Department of Education and Psychology, Freie Universität Berlin, Berlin, Germany.
Berlin School of Mind and Brain, Faculty of Philosophy, Humboldt-Universität zu Berlin, Berlin, Germany.
Nat Hum Behav. 2022 Jun;6(6):796-811. doi: 10.1038/s41562-022-01302-0. Epub 2022 Feb 24.

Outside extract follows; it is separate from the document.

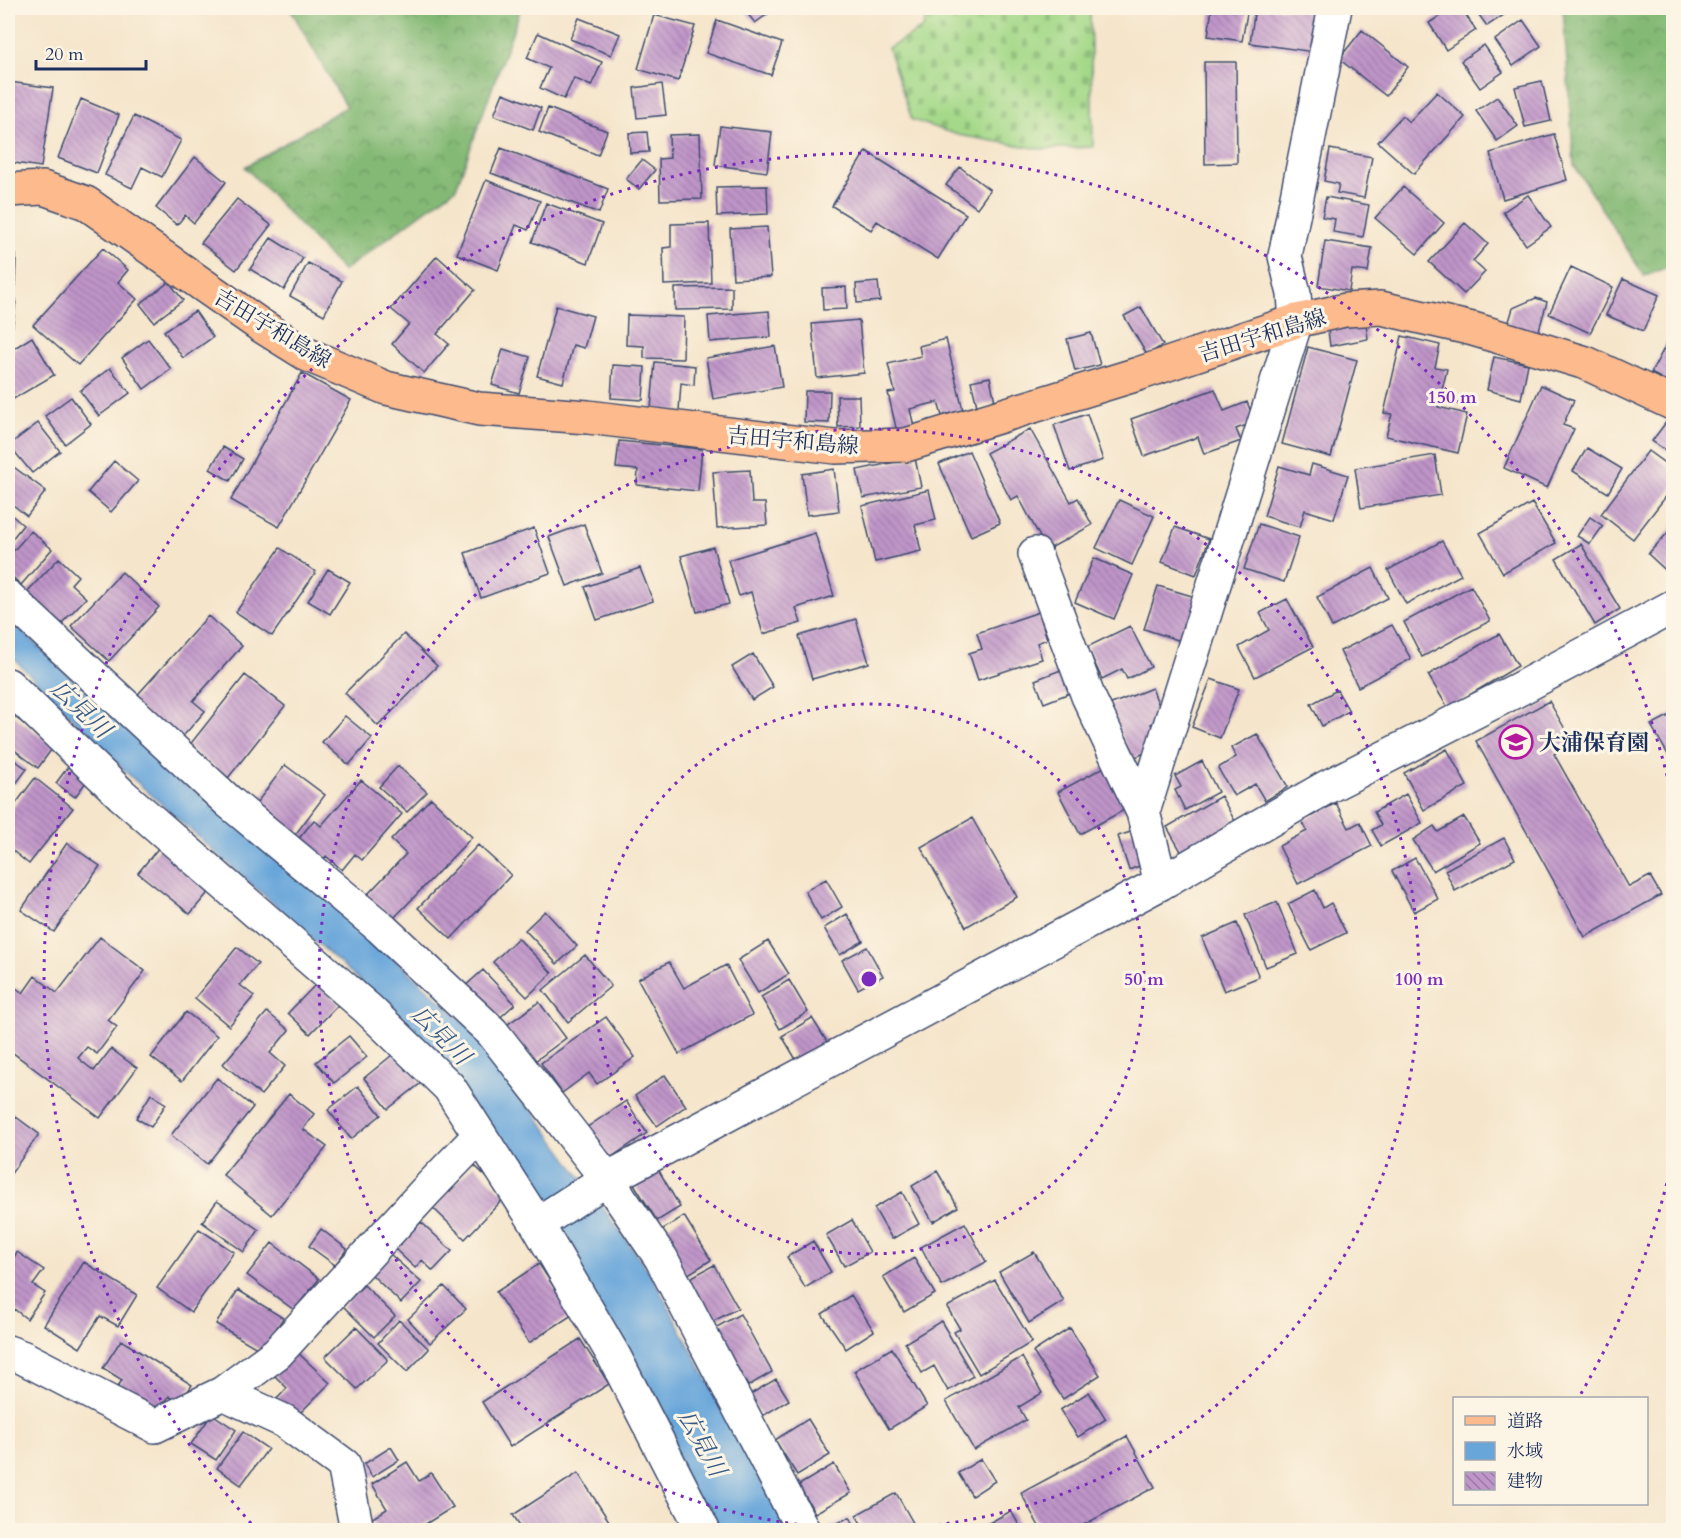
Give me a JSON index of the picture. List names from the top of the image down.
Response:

To interact with objects in complex environments, we must know what they are and where they are in spite of challenging viewing conditions. Here, we investigated where, how and when representations of object location and category emerge in the human brain when objects appear on cluttered natural scene images using a combination of functional magnetic resonance imaging, electroencephalography and computational models. We found location representations to emerge along the ventral visual stream towards lateral occipital complex, mirrored by gradual emergence in deep neural networks. Time-resolved analysis suggested that computing object location representations involves recurrent processing in high-level visual cortex. Object category representations also emerged gradually along the ventral visual stream, with evidence for recurrent computations. These results resolve the spatiotemporal dynamics of the ventral visual stream that give rise to representations of where and what objects are present in a scene under challenging viewing conditions.
为了在复杂环境中与物体交互,我们必须知道它们是什么,以及它们在有挑战性的观察条件下的位置。在这里,我们使用功能磁共振成像、脑电图和计算模型的组合,研究了当物体出现在杂乱的自然场景图像上时,人类大脑中物体位置和类别代表是如何、何时出现的。我们发现位置代表沿着腹侧视觉流向外侧枕叶复合体出现,这与深度神经网络中逐渐出现的位置代表相呼应。时分辨析表明,计算物体位置代表涉及高级视觉皮层中的递归处理。物体类别代表也沿着腹侧视觉流逐渐出现,有证据表明存在递归计算。这些结果解决了腹侧视觉流产生在有挑战性的观察条件下表示场景中物体位置和物体存在的代表的时空动态。